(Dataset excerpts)

________________

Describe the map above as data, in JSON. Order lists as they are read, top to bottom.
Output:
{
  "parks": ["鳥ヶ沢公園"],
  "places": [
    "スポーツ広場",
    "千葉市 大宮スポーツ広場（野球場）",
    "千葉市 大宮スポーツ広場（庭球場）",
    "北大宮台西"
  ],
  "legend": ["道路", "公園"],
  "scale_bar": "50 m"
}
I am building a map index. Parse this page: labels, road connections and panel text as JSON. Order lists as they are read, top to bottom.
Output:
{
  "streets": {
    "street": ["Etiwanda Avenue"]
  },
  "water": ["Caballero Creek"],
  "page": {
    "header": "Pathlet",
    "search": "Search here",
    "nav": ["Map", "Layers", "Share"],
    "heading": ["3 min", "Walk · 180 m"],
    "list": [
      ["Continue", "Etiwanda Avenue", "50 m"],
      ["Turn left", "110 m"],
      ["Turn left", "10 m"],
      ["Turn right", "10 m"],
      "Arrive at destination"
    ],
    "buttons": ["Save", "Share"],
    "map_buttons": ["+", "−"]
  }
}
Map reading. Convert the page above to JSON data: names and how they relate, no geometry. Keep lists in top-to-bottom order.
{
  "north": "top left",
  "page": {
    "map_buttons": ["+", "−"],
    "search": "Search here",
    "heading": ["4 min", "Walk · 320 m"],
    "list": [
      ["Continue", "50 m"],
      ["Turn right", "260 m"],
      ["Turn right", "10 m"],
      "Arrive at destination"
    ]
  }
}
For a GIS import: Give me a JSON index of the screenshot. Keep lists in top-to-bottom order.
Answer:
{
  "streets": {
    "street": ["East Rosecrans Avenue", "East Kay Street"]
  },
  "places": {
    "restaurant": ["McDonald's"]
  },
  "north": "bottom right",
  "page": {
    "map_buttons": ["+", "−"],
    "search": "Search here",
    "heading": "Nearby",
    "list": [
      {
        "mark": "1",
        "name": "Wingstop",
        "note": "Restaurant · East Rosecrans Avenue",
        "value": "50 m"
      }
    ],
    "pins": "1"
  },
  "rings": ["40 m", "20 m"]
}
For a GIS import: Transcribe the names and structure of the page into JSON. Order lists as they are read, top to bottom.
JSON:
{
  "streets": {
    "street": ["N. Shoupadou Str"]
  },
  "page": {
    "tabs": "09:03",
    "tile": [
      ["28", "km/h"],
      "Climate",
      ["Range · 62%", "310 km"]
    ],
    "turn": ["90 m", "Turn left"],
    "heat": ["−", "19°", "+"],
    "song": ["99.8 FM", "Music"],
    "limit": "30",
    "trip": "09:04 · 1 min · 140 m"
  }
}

________________

GOAL OF THE EXERCISE: Please copy exactly, and only, the lines from the line containing "For a GIS import: Give" through the last line of the records, with both ends included.

EXERCISE ANSWER:
For a GIS import: Give me a JSON index of the screenshot. Keep lists in top-to-bottom order.
Answer:
{
  "streets": {
    "street": ["East Rosecrans Avenue", "East Kay Street"]
  },
  "places": {
    "restaurant": ["McDonald's"]
  },
  "north": "bottom right",
  "page": {
    "map_buttons": ["+", "−"],
    "search": "Search here",
    "heading": "Nearby",
    "list": [
      {
        "mark": "1",
        "name": "Wingstop",
        "note": "Restaurant · East Rosecrans Avenue",
        "value": "50 m"
      }
    ],
    "pins": "1"
  },
  "rings": ["40 m", "20 m"]
}
For a GIS import: Transcribe the names and structure of the page into JSON. Order lists as they are read, top to bottom.
JSON:
{
  "streets": {
    "street": ["N. Shoupadou Str"]
  },
  "page": {
    "tabs": "09:03",
    "tile": [
      ["28", "km/h"],
      "Climate",
      ["Range · 62%", "310 km"]
    ],
    "turn": ["90 m", "Turn left"],
    "heat": ["−", "19°", "+"],
    "song": ["99.8 FM", "Music"],
    "limit": "30",
    "trip": "09:04 · 1 min · 140 m"
  }
}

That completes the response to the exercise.